上手い具合に言いくるめられたトロルがギッタンギッタンにされる“三びきのやぎのがらがらどん”をモチーフにした不条理ホラー。監督・脚本・編集を手掛けたのは、TV畑のマイク・フラナガン。
失踪事件の背後に潜む魔物の恐怖を、都市伝説風味も交えて描いた本作。いささか作り手の脳内だけで完結してしまってる感もあるのだが、シンプルな画面構成が心霊番組の再現ビデオを見てるかのような不気味さがなかなか良い感じ。単純に異世界ホラーの世界を描くのではなく、一つの失踪事件に対し事件・事故など一般的な可能性を提示することで現実社会と接点を保つ作りも上手い。なまじ登場人物がワケアリなだけに「まぁ実際はこんな理由なんだろうなぁ」と思わせながらも、ほんの少し「でも、もしかして…」の余地を残す作りというか。
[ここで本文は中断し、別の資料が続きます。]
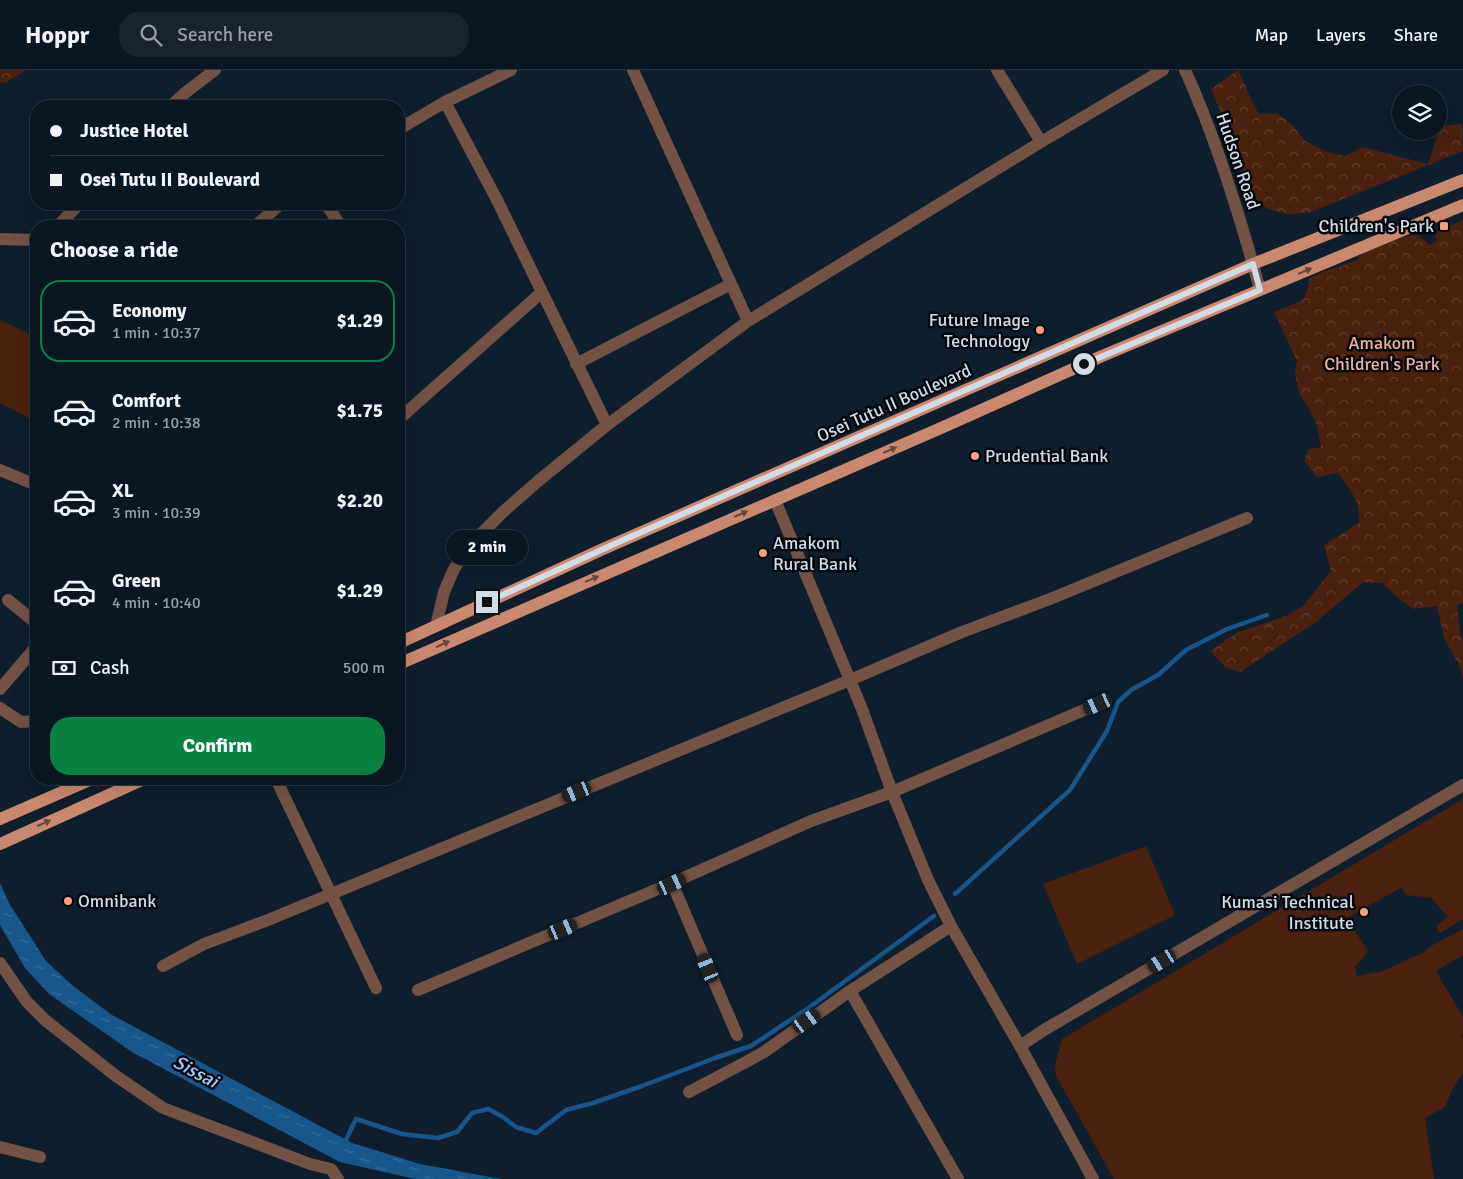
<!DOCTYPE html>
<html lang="en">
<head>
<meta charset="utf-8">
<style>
	body { margin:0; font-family:Signika,sans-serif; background:#18232e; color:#f1f3f6; height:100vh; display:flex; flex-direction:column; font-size:19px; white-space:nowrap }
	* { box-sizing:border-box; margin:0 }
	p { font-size:16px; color:#999fa5 }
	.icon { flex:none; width:28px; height:28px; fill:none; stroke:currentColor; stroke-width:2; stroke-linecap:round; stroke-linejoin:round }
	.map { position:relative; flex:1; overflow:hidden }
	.details { position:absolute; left:30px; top:150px; width:375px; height:565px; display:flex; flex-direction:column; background:#0a1621; border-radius:20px; box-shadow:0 5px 20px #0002,0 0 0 1px #2a353f }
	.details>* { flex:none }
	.hud { position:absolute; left:30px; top:30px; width:375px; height:110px; border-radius:20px; box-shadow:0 5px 20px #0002,0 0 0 1px #2a353f; display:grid; align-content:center; height:110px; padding:0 20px; background:#0a1621 }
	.controls { position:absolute; left:1392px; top:15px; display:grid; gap:10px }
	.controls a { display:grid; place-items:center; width:55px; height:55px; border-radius:50%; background:#0a1621; box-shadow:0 5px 20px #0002,0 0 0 1px #2a353f; font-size:25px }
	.end { position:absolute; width:22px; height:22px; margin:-11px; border:6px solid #d2dce6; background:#111; box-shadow:0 0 0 2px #111 }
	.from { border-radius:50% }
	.bubble { position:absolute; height:35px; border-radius:18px; background:#0a1621; box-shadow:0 5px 20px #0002,0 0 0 1px #2a353f; font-size:16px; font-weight:700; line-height:35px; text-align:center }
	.car { position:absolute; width:15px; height:30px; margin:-15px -8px; border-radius:6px; box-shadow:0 0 4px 1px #0007; background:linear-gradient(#222 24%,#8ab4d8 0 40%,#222 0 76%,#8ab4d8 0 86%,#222 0) }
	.hud b { display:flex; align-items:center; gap:18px; height:48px; font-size:19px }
	.hud b+b { border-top:1px solid #2a353f }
	.hud i { width:12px; height:12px; background:#f1f3f6 }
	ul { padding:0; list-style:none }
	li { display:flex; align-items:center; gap:15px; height:82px; margin:0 10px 8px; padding:0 10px; border:2px solid transparent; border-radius:20px }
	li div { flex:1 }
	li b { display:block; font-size:19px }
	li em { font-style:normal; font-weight:700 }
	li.active { border-color:#0b8043 }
	li>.icon { width:45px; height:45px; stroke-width:1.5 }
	h2 { padding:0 20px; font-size:22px; line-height:60px }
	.pay { display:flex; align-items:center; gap:12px; height:55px; padding:0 20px; font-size:19px }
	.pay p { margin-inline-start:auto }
	.primary-button { display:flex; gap:10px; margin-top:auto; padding:10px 20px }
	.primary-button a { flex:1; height:58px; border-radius:20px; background:#0b8043; color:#fff; font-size:20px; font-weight:700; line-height:58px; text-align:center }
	header { display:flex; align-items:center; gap:30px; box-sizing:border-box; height:70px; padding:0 25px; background:#0a1621; border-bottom:1px solid #2a353f }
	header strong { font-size:24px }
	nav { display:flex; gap:28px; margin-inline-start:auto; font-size:18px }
	.search { width:350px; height:45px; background:#18232e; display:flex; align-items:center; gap:12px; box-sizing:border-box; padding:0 18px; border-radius:20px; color:#999fa5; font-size:19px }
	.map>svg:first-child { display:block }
	.grass { fill:#4a200f }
	.forest { fill:url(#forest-crowns) }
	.water { fill:url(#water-ripples) }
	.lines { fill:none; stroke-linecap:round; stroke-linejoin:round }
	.stream { stroke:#16568a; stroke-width:4.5 }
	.minor { stroke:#735246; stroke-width:12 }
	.major { stroke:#ca886e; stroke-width:12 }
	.oneway { fill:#66483e }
	.route { stroke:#d2dce6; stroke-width:6 }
	.poi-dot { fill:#f2a080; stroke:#03070d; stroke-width:2 }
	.labels { text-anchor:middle; stroke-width:5; stroke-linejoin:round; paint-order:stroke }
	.street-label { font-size:18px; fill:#d2dce6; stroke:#03070d }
	.poi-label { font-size:18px; fill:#d2dce6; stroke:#03070d; text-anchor:end }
	.park-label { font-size:18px; fill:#f1b29a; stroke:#03070d }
	.water-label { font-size:19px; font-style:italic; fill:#9fcefc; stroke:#03070d }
</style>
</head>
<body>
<header>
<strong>Hoppr</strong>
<div class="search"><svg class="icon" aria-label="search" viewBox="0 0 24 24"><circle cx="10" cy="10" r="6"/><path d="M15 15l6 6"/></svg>Search here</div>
<nav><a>Map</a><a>Layers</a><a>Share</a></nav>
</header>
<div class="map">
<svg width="1463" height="1109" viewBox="0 0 1463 1109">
	<defs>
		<pattern id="forest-crowns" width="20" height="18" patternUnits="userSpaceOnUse" patternTransform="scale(1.25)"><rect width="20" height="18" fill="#4a200f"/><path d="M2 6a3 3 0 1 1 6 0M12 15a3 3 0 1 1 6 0" fill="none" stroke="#634032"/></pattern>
		<pattern id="water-ripples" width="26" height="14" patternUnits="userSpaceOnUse" patternTransform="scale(1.25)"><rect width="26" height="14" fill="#16568a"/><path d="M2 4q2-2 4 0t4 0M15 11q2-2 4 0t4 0" fill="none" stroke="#376e9a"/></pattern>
	</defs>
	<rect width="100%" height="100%" fill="#0e1e2c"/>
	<path class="grass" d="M0,250l36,17v85l-36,-19z
		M1463,729v120l-23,14 -3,-2v-6l11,-8 -17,-19 -25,-3 -4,-8 -56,32 22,31 -6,9 -7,7 2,10 26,-5 42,-19 4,-5 34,-18v26l-27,16 27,46v16l-1,4 1,3v33l-10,15 -8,19 -20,11 9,61h-320l-58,-103 -1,-11 7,-26z
		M1146,776l29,69 -98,49 -34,-80z"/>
	<path class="forest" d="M0,0h26l-19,12 -7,1z
		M1238,0c8,15 12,30 21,44l18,-1 16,13 12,15 22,11 19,4 16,-9 66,17 13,-38 21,-2 1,27 -155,62 -22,1 -20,-6 -11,-10 -39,-80 4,-7 -9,-22z
		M1463,150v383l-6,2 3,30 3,7v37l-2,-10 -17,-31 -7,-32 -24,3 -16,-12 -14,-14 -20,-1 -47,40 -76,50 -14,-4 -16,-17 28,-19 48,-16 17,-10 28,-35 -7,-26 35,-22 -1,-18 -7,-14 -13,-18 -21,4 -13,-16 5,-12 12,-2 -4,-22 -8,-16 -10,-16 -4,-20 2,-12 -23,-49 29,-12 5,-12 1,-9 17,-9 14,-3 16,-7 12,-10 29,-11 20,-5 13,11 7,-4 -2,-4 3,-6z"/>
	<path class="water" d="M0,813l9,20 37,58 27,25 39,29 240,128 68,21 81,15h-86l-75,-17 -208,-110 -83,-58 -24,-26 -25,-43z"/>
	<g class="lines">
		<path class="stream" d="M955,824l115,-104 37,-59 11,-29 13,-12 27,-15 28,-25 41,-21 40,-14
			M344,1074l12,-25 46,15 36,4 19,-6 15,-19 16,-4 15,8 13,10 20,6 30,-23 27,-7 49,-17 73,-28 36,-12 56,-37 127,-93"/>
		<path class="minor" d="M633,0l115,251
			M997,0l44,72
			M1185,0c32,70 55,146 75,220
			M445,32l52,98 110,225
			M171,36l14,-13 30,-23
			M399,59l46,-27 66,-32
			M326,134l15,22
			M58,156l21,-22
			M255,156l26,-22
			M0,169l36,1
			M576,294l155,-80
			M399,349l143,-127
			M0,400l36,15
			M775,430l87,209 30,83 36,88 23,46 69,120 73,133
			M8,530l28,23
			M436,556l8,-34 10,-23 17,-25 33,-33 33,-29 70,-57 141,-104 293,-179 122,-72
			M0,619l36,-42
			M0,638l21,14 15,-1
			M276,709l100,209
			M672,813l65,152
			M0,893l27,39 18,18 71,56 47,32 147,56 21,5 7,10
			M163,896l41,-22 64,-24 582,-240 112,-48 88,-33 197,-81
			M418,920l254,-107 139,-62 81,-29 206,-88
			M850,921l108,188
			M1020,976l24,-16 419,-245
			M689,1022l57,-30 18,-10 86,-61 101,-65
			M0,1077l40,10"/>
		<path class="major" d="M399,573l204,-94 650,-285 210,-84
			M399,594l542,-236 161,-72 361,-151
			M0,749l92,-40
			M0,774l144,-65"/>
	</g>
	<defs><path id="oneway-solid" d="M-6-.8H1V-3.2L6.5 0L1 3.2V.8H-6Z" transform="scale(1.25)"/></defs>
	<g class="oneway">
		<use href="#oneway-solid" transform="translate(1305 201) rotate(-23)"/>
		<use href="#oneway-solid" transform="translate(890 380) rotate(-23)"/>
		<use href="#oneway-solid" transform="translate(741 444) rotate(-23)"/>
		<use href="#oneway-solid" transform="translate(592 509) rotate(-23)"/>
		<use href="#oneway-solid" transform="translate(443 574) rotate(-24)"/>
		<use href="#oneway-solid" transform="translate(44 753) rotate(-24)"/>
	</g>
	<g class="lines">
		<path class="route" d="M487,532l134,-61 632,-277 7,26 -176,74"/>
	</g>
	<g class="poi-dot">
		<rect x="1439" y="151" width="10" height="10" rx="2.5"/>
		<circle cx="1040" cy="260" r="5"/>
		<circle cx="975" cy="386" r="5"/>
		<circle cx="763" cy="483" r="5"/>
		<circle cx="68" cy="831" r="5"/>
		<circle cx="1364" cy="842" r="5"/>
	</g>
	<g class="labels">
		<g class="street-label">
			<text transform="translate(1238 91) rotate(71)" y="6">Hudson Road</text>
			<text transform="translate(894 333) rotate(-24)" y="6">Osei Tutu II Boulevard</text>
		</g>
		<g class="poi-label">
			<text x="1434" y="162">Children's Park</text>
			<text x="1030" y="256">Future Image<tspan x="1030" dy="21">Technology</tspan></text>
			<text x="985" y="392" text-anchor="start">Prudential Bank</text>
			<text x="773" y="479" text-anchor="start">Amakom<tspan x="773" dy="21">Rural Bank</tspan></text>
			<text x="78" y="837" text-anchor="start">Omnibank</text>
			<text x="1354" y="838">Kumasi Technical<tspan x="1354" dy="21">Institute</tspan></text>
		</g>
		<g class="park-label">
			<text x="1382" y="279">Amakom<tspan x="1382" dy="21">Children's Park</tspan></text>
		</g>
		<g class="water-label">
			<text transform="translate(196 1001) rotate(28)" y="7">Sissai</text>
		</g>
	</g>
</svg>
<div class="controls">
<a><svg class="icon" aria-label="layers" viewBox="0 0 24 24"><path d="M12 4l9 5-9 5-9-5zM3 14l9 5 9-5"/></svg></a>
</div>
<i class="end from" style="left:1084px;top:294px"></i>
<i class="end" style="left:487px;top:532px"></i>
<div class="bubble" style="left:446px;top:460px;width:82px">2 min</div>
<i class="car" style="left:1098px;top:634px;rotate:246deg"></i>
<i class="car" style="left:577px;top:722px;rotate:248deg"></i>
<i class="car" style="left:672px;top:814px;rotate:65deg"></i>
<i class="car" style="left:563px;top:859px;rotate:67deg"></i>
<i class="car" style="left:1162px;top:891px;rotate:239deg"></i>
<i class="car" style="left:708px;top:898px;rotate:337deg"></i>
<i class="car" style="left:807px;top:951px;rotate:55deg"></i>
<div class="hud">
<b><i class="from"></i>Justice Hotel</b>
<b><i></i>Osei Tutu II Boulevard</b>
</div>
<section class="details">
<h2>Choose a ride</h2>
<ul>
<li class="active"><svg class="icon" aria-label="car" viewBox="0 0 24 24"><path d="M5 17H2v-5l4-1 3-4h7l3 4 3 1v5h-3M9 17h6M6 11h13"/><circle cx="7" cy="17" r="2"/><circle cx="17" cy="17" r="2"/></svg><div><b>Economy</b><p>1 min · 10:37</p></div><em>$1.29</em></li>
<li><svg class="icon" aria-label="car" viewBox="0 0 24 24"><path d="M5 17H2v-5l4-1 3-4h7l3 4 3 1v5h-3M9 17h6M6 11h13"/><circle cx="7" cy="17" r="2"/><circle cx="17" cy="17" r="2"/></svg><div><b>Comfort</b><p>2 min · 10:38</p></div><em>$1.75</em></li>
<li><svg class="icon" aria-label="car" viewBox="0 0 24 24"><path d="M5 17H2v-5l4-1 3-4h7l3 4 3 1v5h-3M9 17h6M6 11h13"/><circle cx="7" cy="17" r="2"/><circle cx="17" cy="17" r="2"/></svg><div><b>XL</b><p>3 min · 10:39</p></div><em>$2.20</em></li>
<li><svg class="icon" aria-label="car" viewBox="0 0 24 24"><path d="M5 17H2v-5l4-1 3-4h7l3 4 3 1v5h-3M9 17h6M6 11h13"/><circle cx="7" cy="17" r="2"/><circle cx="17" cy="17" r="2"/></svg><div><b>Green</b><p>4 min · 10:40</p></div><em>$1.29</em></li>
</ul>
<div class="pay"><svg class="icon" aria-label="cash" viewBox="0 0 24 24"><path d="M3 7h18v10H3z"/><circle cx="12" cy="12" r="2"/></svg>Cash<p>500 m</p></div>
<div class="primary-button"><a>Confirm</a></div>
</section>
</div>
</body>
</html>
説明を省くサジ加減を誤ったのか、なんとも舌っ足らずの作品であるし粗も少なくないのだが、ホラー映画として程良い後味の悪さも味わえる、まずまずの一本なのでは。因みに、被害者の一人で『パンズ・ラビリンス』のダグ・ジョーンズが素顔で登場してるのも見所かと。